• **RECORDS FOR THE TASK**

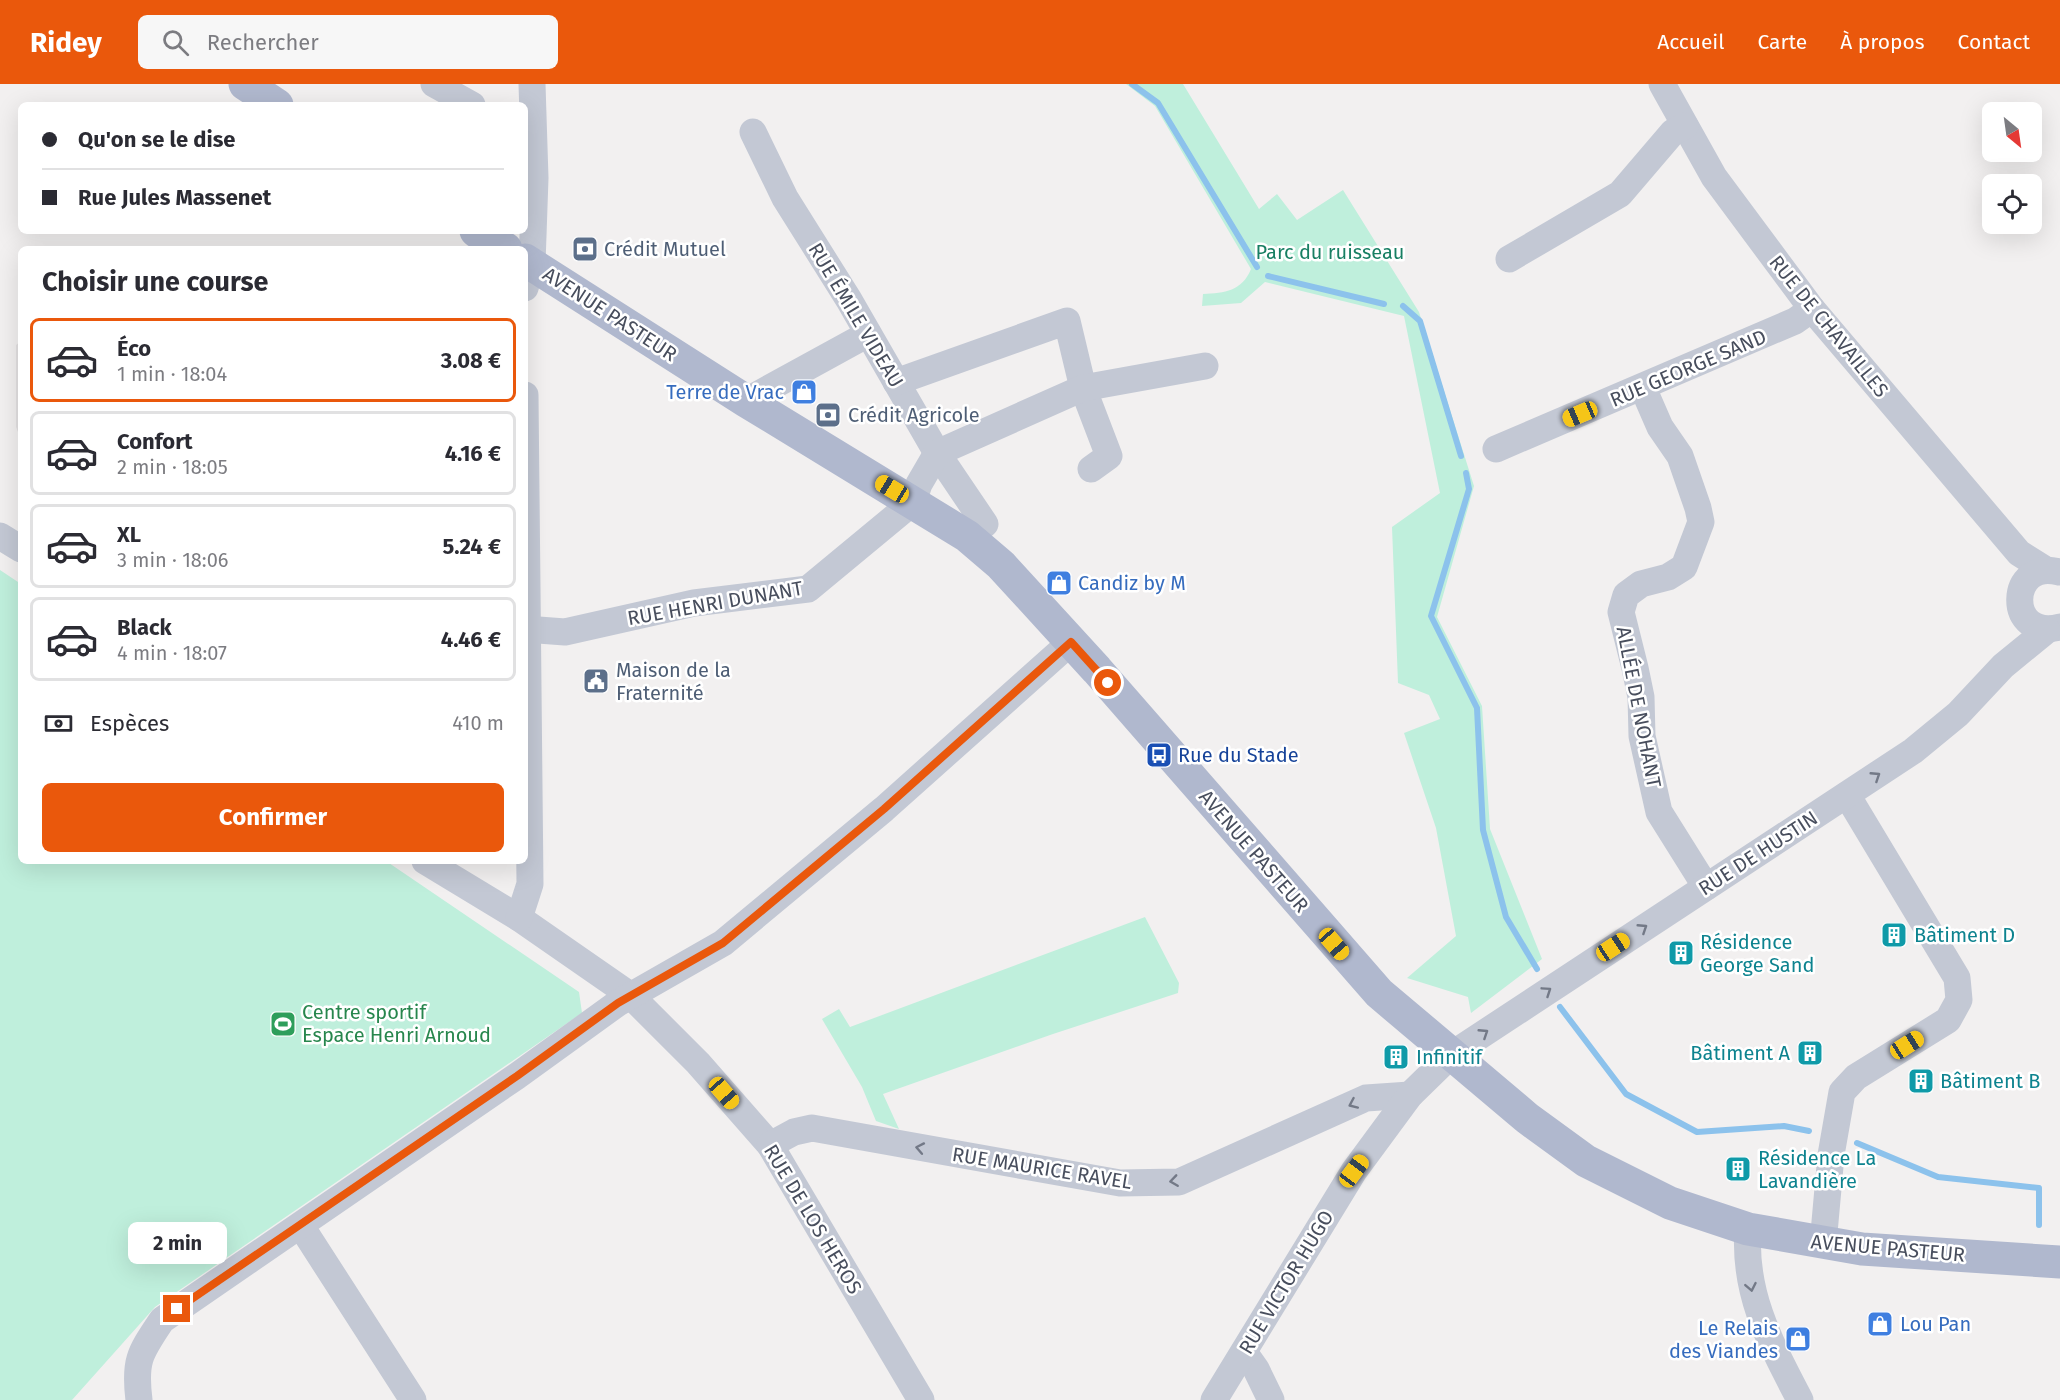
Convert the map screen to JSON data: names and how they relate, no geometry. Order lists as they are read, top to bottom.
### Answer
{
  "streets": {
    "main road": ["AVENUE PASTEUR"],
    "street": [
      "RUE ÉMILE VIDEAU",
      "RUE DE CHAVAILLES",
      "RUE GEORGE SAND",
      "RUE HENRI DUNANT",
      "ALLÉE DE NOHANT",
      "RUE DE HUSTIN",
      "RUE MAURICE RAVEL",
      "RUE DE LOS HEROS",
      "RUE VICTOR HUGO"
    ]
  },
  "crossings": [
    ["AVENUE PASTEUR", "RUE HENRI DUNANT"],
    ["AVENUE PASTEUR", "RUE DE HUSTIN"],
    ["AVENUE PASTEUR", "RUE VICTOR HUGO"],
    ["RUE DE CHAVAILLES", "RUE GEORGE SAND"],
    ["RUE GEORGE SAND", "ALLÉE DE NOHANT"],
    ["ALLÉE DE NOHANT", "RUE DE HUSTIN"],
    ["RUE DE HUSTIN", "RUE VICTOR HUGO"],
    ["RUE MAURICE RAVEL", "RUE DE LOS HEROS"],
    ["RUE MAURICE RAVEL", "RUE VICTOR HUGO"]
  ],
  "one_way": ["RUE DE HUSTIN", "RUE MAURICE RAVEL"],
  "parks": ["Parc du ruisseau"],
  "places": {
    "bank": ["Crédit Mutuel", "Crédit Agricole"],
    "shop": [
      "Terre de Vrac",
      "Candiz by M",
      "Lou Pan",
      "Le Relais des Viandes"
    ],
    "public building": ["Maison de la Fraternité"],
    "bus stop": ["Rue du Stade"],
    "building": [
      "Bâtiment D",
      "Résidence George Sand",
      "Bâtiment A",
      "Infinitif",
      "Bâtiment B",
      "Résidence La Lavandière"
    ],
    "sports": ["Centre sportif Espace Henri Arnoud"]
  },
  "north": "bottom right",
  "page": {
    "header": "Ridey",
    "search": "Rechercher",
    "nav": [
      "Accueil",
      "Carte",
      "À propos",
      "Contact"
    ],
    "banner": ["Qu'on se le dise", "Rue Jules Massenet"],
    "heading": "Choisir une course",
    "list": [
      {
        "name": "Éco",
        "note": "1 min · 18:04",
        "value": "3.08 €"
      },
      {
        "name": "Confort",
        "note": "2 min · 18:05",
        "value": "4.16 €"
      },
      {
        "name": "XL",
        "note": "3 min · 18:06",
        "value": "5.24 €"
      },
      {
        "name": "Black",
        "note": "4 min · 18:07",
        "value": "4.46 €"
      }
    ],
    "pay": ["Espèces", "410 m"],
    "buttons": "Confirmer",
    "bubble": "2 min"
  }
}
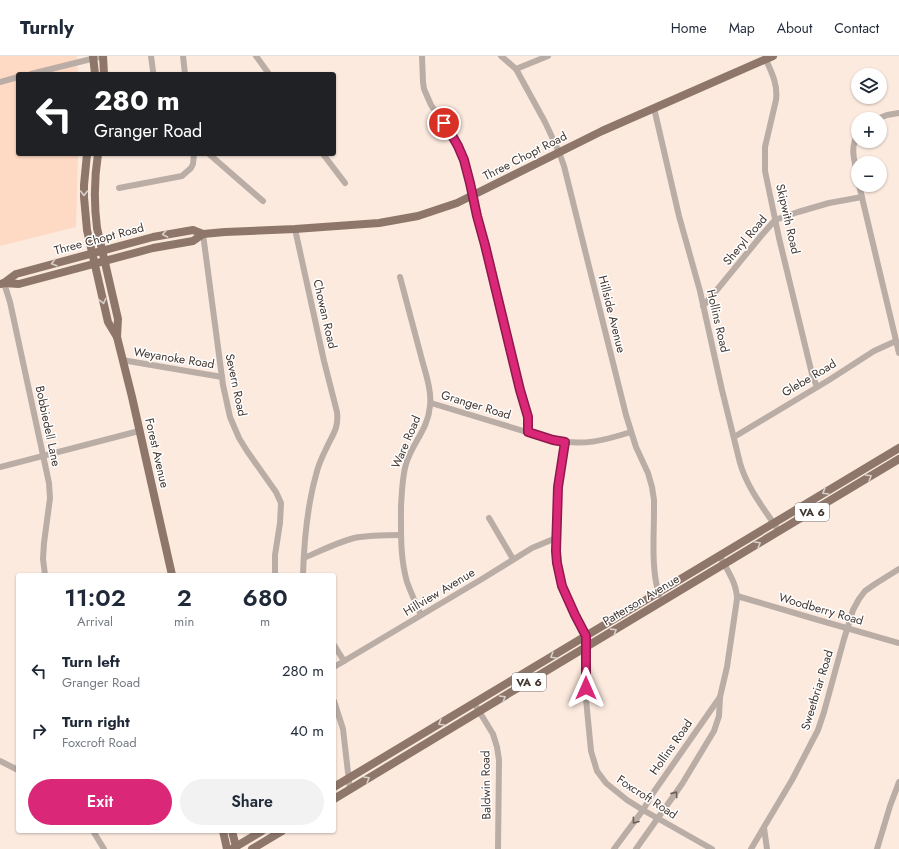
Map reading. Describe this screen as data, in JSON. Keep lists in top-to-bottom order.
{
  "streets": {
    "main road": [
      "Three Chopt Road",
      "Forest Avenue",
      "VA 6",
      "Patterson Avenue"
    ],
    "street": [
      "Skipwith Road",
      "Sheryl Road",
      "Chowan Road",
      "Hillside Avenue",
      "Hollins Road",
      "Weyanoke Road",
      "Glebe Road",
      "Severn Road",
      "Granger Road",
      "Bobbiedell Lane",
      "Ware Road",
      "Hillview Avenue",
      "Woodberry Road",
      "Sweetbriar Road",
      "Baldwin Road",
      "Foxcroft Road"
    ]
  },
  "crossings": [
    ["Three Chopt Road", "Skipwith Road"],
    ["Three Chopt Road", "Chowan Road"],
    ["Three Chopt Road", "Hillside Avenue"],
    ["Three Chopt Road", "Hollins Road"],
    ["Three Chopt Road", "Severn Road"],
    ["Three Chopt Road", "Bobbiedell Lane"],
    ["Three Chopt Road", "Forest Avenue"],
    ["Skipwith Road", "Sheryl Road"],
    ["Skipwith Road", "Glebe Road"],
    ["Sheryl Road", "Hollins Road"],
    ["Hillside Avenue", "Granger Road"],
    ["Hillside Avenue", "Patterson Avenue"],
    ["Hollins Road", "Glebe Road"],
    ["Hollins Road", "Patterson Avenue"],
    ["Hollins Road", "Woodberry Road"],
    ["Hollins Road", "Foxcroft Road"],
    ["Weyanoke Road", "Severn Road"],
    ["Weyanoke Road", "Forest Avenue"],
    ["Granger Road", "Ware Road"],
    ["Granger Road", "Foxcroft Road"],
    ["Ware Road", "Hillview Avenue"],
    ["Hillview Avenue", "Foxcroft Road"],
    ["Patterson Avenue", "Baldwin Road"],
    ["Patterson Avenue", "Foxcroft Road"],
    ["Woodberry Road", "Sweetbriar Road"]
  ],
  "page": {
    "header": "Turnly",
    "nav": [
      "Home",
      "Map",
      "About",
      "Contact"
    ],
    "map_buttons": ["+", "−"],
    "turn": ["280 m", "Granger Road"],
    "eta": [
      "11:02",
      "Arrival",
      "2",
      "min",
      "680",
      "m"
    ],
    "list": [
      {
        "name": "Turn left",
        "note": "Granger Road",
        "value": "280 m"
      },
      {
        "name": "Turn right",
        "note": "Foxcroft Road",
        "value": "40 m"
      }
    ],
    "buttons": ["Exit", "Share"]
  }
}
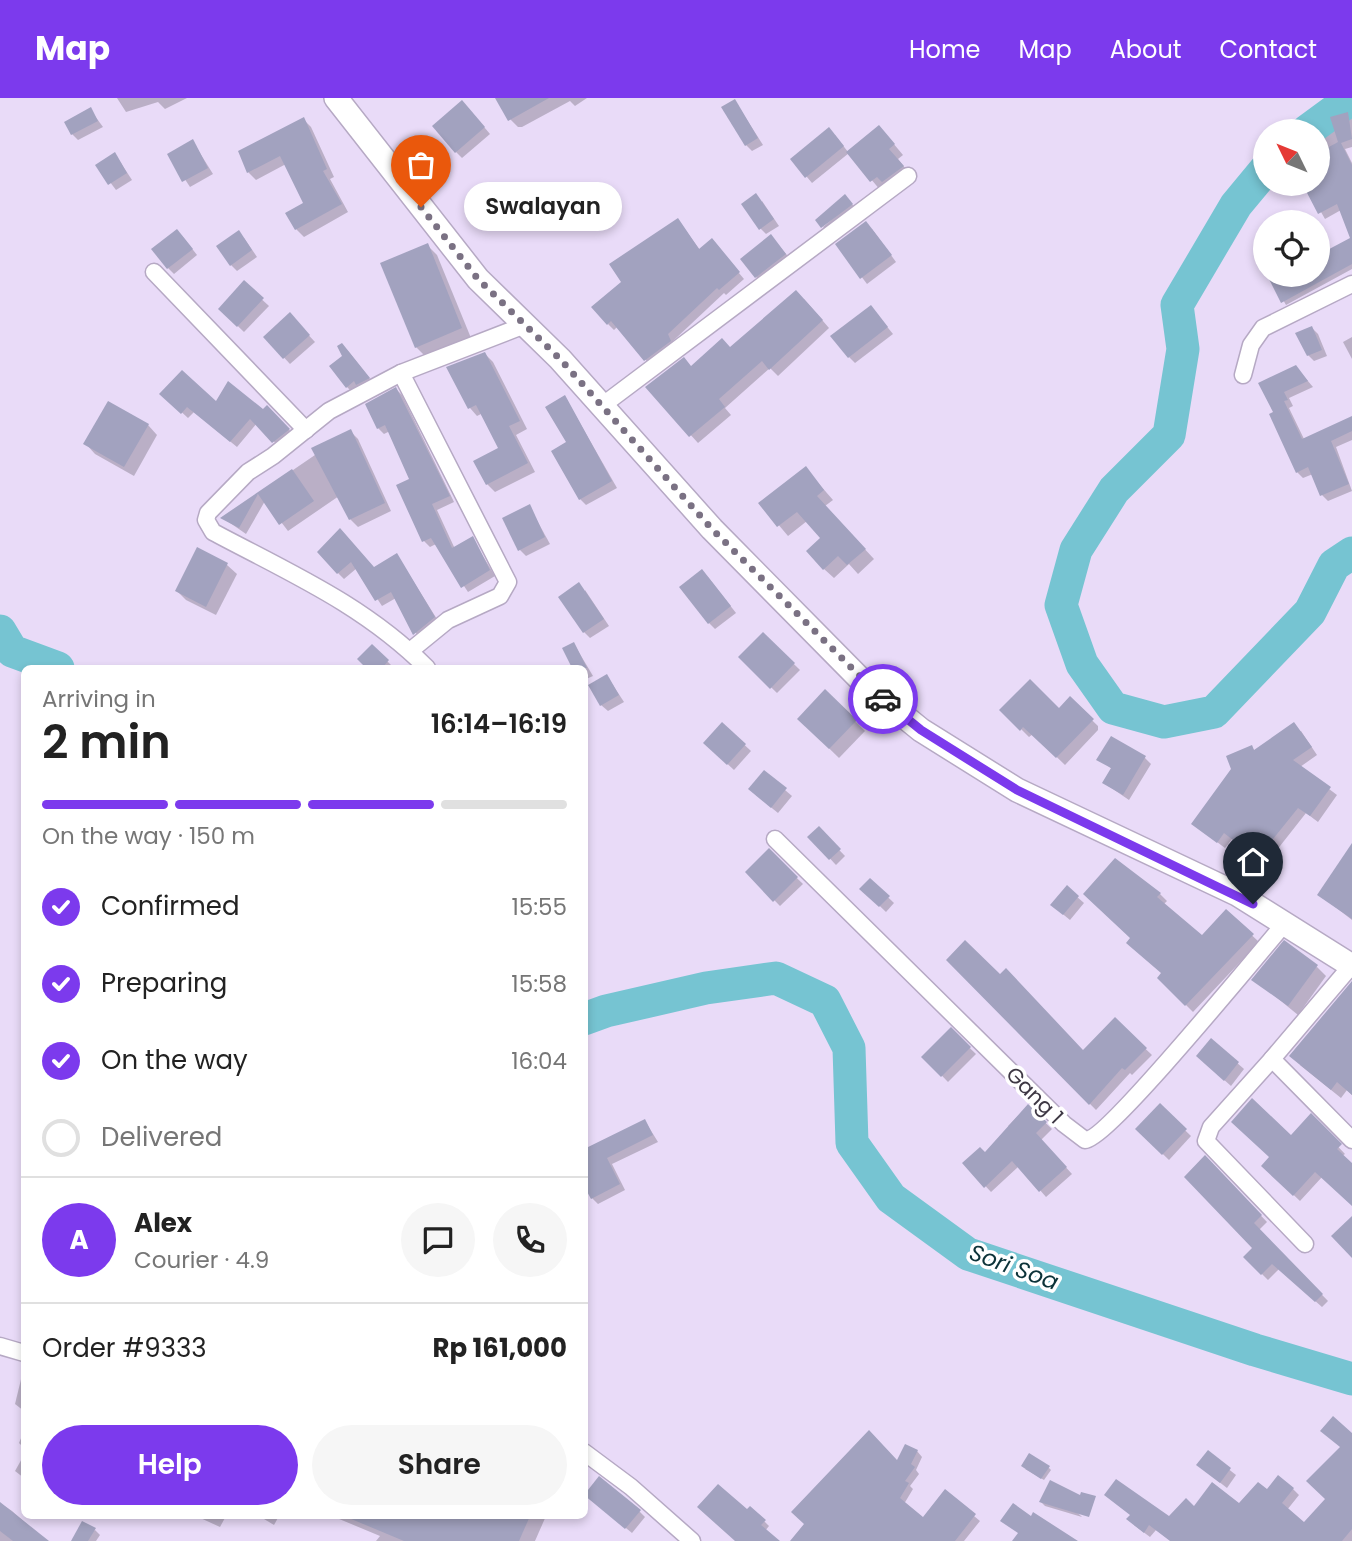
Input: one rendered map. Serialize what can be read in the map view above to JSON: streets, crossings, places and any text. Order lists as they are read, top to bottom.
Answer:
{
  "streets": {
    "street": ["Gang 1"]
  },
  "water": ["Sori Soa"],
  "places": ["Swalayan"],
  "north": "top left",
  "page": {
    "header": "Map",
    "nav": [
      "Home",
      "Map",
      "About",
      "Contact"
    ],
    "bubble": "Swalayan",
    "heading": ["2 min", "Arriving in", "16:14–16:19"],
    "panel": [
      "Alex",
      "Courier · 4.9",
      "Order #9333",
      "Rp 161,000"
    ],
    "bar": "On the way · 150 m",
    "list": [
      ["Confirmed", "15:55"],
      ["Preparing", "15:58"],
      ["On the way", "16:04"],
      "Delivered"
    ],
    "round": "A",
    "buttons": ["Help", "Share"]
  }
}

• **PROBLEM REQUIREMENTS**
A faithful, word-for-word version of the records above is needed, with no images in it.

• **RESPONSE TO THE EXERCISE**
Convert the map screen to JSON data: names and how they relate, no geometry. Order lists as they are read, top to bottom.
### Answer
{
  "streets": {
    "main road": ["AVENUE PASTEUR"],
    "street": [
      "RUE ÉMILE VIDEAU",
      "RUE DE CHAVAILLES",
      "RUE GEORGE SAND",
      "RUE HENRI DUNANT",
      "ALLÉE DE NOHANT",
      "RUE DE HUSTIN",
      "RUE MAURICE RAVEL",
      "RUE DE LOS HEROS",
      "RUE VICTOR HUGO"
    ]
  },
  "crossings": [
    ["AVENUE PASTEUR", "RUE HENRI DUNANT"],
    ["AVENUE PASTEUR", "RUE DE HUSTIN"],
    ["AVENUE PASTEUR", "RUE VICTOR HUGO"],
    ["RUE DE CHAVAILLES", "RUE GEORGE SAND"],
    ["RUE GEORGE SAND", "ALLÉE DE NOHANT"],
    ["ALLÉE DE NOHANT", "RUE DE HUSTIN"],
    ["RUE DE HUSTIN", "RUE VICTOR HUGO"],
    ["RUE MAURICE RAVEL", "RUE DE LOS HEROS"],
    ["RUE MAURICE RAVEL", "RUE VICTOR HUGO"]
  ],
  "one_way": ["RUE DE HUSTIN", "RUE MAURICE RAVEL"],
  "parks": ["Parc du ruisseau"],
  "places": {
    "bank": ["Crédit Mutuel", "Crédit Agricole"],
    "shop": [
      "Terre de Vrac",
      "Candiz by M",
      "Lou Pan",
      "Le Relais des Viandes"
    ],
    "public building": ["Maison de la Fraternité"],
    "bus stop": ["Rue du Stade"],
    "building": [
      "Bâtiment D",
      "Résidence George Sand",
      "Bâtiment A",
      "Infinitif",
      "Bâtiment B",
      "Résidence La Lavandière"
    ],
    "sports": ["Centre sportif Espace Henri Arnoud"]
  },
  "north": "bottom right",
  "page": {
    "header": "Ridey",
    "search": "Rechercher",
    "nav": [
      "Accueil",
      "Carte",
      "À propos",
      "Contact"
    ],
    "banner": ["Qu'on se le dise", "Rue Jules Massenet"],
    "heading": "Choisir une course",
    "list": [
      {
        "name": "Éco",
        "note": "1 min · 18:04",
        "value": "3.08 €"
      },
      {
        "name": "Confort",
        "note": "2 min · 18:05",
        "value": "4.16 €"
      },
      {
        "name": "XL",
        "note": "3 min · 18:06",
        "value": "5.24 €"
      },
      {
        "name": "Black",
        "note": "4 min · 18:07",
        "value": "4.46 €"
      }
    ],
    "pay": ["Espèces", "410 m"],
    "buttons": "Confirmer",
    "bubble": "2 min"
  }
}
Map reading. Describe this screen as data, in JSON. Keep lists in top-to-bottom order.
{
  "streets": {
    "main road": [
      "Three Chopt Road",
      "Forest Avenue",
      "VA 6",
      "Patterson Avenue"
    ],
    "street": [
      "Skipwith Road",
      "Sheryl Road",
      "Chowan Road",
      "Hillside Avenue",
      "Hollins Road",
      "Weyanoke Road",
      "Glebe Road",
      "Severn Road",
      "Granger Road",
      "Bobbiedell Lane",
      "Ware Road",
      "Hillview Avenue",
      "Woodberry Road",
      "Sweetbriar Road",
      "Baldwin Road",
      "Foxcroft Road"
    ]
  },
  "crossings": [
    ["Three Chopt Road", "Skipwith Road"],
    ["Three Chopt Road", "Chowan Road"],
    ["Three Chopt Road", "Hillside Avenue"],
    ["Three Chopt Road", "Hollins Road"],
    ["Three Chopt Road", "Severn Road"],
    ["Three Chopt Road", "Bobbiedell Lane"],
    ["Three Chopt Road", "Forest Avenue"],
    ["Skipwith Road", "Sheryl Road"],
    ["Skipwith Road", "Glebe Road"],
    ["Sheryl Road", "Hollins Road"],
    ["Hillside Avenue", "Granger Road"],
    ["Hillside Avenue", "Patterson Avenue"],
    ["Hollins Road", "Glebe Road"],
    ["Hollins Road", "Patterson Avenue"],
    ["Hollins Road", "Woodberry Road"],
    ["Hollins Road", "Foxcroft Road"],
    ["Weyanoke Road", "Severn Road"],
    ["Weyanoke Road", "Forest Avenue"],
    ["Granger Road", "Ware Road"],
    ["Granger Road", "Foxcroft Road"],
    ["Ware Road", "Hillview Avenue"],
    ["Hillview Avenue", "Foxcroft Road"],
    ["Patterson Avenue", "Baldwin Road"],
    ["Patterson Avenue", "Foxcroft Road"],
    ["Woodberry Road", "Sweetbriar Road"]
  ],
  "page": {
    "header": "Turnly",
    "nav": [
      "Home",
      "Map",
      "About",
      "Contact"
    ],
    "map_buttons": ["+", "−"],
    "turn": ["280 m", "Granger Road"],
    "eta": [
      "11:02",
      "Arrival",
      "2",
      "min",
      "680",
      "m"
    ],
    "list": [
      {
        "name": "Turn left",
        "note": "Granger Road",
        "value": "280 m"
      },
      {
        "name": "Turn right",
        "note": "Foxcroft Road",
        "value": "40 m"
      }
    ],
    "buttons": ["Exit", "Share"]
  }
}
Input: one rendered map. Serialize what can be read in the map view above to JSON: streets, crossings, places and any text. Order lists as they are read, top to bottom.
Answer:
{
  "streets": {
    "street": ["Gang 1"]
  },
  "water": ["Sori Soa"],
  "places": ["Swalayan"],
  "north": "top left",
  "page": {
    "header": "Map",
    "nav": [
      "Home",
      "Map",
      "About",
      "Contact"
    ],
    "bubble": "Swalayan",
    "heading": ["2 min", "Arriving in", "16:14–16:19"],
    "panel": [
      "Alex",
      "Courier · 4.9",
      "Order #9333",
      "Rp 161,000"
    ],
    "bar": "On the way · 150 m",
    "list": [
      ["Confirmed", "15:55"],
      ["Preparing", "15:58"],
      ["On the way", "16:04"],
      "Delivered"
    ],
    "round": "A",
    "buttons": ["Help", "Share"]
  }
}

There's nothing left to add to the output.